When it comes to Corbyn, does the media matter? | Media

An embattled Trump inveighs against the “liberal media” who are bringing him down. “No politician in history has been treated more unfairly.” Embattled Corbyn supporters, led by Len McCluskey, inveigh against the Conservative media (and BBC) who have never given him a chance to get up in the first place. And, pat on cue, dozens of media academics from around Britain write to the Guardian in plaintive terms.

“Our concern as media educators is that whole sections of the media are already committed to a narrative that paints Labour as unelectable and Corbyn as a barely credible candidate … Academic surveys have shown how newspapers belittled him from the moment he won his first leadership election, while broadcast bulletins systematically gave more coverage to his opponents than to his supporters …

“We are not asking for eulogies of Corbyn, but for reporting that takes seriously the proposals contained in the manifesto and that doesn’t resort to a lazy stereotype of Corbyn as a ‘problem’ to be solved.”

Serious points, seriously made. Is the manifesto a “plan to bankrupt Britain” in Mail eyes? Is “Labour’s tax raid pledge in tatters” already on the morning after for the Times? Look at the likely election endorsement line-up among national papers – in so far as that matters – and there’s no one batting four-square for Labour.

Maybe the Mirror will find some benign words to utter, just like its prime political commentator, Kevin Maguire. “Labour’s most exciting manifesto programme for decades is stuffed with smart ideas to improve the lives of tens of millions of Britons in big ways and small”. But even Kevin can’t keep his enthusiasm going all column long. “Good ideas and intentions are no guarantee of electoral success … Credibility and competence count as much as inspiring policies and invigorating politics.

“History proves those who deserve to win sometimes lose and those who win are Conservative losers.”
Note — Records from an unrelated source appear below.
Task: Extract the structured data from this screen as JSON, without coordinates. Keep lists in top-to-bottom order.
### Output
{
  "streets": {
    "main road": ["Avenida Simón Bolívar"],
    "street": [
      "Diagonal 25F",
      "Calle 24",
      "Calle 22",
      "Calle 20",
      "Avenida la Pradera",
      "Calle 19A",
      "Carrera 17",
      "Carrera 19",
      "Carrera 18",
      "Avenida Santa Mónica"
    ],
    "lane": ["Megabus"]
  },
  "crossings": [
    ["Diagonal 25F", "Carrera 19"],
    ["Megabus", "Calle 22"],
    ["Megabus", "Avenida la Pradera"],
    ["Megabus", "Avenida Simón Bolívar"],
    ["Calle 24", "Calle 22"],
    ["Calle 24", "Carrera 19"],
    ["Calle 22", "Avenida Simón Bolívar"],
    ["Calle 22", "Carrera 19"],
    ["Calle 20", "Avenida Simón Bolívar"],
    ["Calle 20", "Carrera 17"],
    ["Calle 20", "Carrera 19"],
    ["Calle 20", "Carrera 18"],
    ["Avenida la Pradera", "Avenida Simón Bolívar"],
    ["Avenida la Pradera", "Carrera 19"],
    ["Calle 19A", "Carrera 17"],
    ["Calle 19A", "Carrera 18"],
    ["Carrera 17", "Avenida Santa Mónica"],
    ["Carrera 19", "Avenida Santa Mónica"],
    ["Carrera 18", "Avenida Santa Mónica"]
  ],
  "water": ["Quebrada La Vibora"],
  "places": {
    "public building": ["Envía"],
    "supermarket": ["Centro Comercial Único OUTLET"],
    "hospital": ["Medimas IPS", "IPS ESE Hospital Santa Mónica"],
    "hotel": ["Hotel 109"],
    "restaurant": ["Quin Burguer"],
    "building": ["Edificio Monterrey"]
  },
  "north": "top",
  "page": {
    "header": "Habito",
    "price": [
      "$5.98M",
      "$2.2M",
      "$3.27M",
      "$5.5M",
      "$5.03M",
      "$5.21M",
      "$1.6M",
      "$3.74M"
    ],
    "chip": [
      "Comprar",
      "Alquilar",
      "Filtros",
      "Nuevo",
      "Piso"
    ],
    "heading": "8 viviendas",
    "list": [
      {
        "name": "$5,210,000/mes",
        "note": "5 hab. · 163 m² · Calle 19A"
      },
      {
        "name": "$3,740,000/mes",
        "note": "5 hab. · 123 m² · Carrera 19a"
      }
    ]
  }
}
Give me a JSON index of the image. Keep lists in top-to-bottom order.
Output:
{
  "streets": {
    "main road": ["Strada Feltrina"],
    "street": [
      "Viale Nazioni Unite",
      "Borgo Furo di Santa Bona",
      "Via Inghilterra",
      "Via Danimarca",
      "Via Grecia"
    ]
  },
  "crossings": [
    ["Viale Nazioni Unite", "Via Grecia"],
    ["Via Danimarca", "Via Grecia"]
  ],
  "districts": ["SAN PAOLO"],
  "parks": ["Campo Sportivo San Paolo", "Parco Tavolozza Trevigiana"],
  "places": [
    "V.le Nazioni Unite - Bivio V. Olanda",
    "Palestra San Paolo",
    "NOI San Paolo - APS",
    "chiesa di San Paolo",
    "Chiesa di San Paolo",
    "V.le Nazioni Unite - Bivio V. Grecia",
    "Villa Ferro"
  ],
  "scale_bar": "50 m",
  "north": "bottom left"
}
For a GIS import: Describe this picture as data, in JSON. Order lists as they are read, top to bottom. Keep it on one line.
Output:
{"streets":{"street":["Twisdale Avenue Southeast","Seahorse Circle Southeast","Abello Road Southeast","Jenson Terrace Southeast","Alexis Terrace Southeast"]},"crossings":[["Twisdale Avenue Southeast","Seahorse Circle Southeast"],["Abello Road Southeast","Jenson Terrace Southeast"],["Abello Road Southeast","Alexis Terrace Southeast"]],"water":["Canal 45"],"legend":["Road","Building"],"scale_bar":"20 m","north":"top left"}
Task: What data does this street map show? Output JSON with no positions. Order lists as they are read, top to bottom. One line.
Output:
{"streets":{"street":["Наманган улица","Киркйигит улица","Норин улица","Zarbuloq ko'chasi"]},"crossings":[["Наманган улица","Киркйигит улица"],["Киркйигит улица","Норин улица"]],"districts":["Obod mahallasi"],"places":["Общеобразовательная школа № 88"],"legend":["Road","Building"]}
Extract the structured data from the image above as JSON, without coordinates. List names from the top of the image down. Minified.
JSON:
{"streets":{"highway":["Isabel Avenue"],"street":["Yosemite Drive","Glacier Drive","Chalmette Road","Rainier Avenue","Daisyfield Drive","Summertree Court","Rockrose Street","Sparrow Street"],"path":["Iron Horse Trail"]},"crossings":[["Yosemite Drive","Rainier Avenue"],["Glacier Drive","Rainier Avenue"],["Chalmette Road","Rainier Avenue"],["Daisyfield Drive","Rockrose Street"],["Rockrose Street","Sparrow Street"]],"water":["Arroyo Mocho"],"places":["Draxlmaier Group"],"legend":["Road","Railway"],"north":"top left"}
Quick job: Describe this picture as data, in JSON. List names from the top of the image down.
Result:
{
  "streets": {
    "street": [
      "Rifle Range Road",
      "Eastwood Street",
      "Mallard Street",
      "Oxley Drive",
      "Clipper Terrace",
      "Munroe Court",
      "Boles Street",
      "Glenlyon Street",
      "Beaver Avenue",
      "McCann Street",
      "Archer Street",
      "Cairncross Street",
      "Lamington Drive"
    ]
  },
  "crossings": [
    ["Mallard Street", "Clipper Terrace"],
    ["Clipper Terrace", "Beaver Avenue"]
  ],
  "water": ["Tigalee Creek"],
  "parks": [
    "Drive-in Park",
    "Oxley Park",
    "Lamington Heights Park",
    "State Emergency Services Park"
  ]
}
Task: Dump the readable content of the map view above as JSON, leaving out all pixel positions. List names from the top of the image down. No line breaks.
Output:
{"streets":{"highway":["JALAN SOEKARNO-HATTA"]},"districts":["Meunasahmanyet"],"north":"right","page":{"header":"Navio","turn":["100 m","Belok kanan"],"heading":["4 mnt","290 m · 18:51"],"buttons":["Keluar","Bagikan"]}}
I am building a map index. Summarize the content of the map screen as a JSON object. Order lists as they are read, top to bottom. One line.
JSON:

The Guardian already knew where it stood. “History has an ineradicable lesson: general elections are not won just on manifestos or pledge cards, but also on the believability of the person who is the party candidate for prime minister … It seems there is no platform Labour could adopt that would address the doubt in many voters’ minds about Mr Corbyn’s credibility as a potential prime minister.”

It’s no use looking towards an occasionally Labour-friendly FT this time around either – and the Indy of 2015 has vanished online. Labour, digital efforts apart, has nobody to thump its tubs. But who, pray, does that remind you of?

I’m not – repeat not – arguing for some bizarre political equivalence between Trump and Corbyn. But the position of the aspiring president and hopeful prime minister a few weeks before polling day is instructive.

Trump received cool-to-downright-chilly coverage during his campaign. The endorsement count against him was humiliating, going on humbling. Then, as now, you were constantly reminded of research that shows a paltry 7% of American journalists admitting to Republican allegiances – and 90% of Washington-based journalists voting Democrat.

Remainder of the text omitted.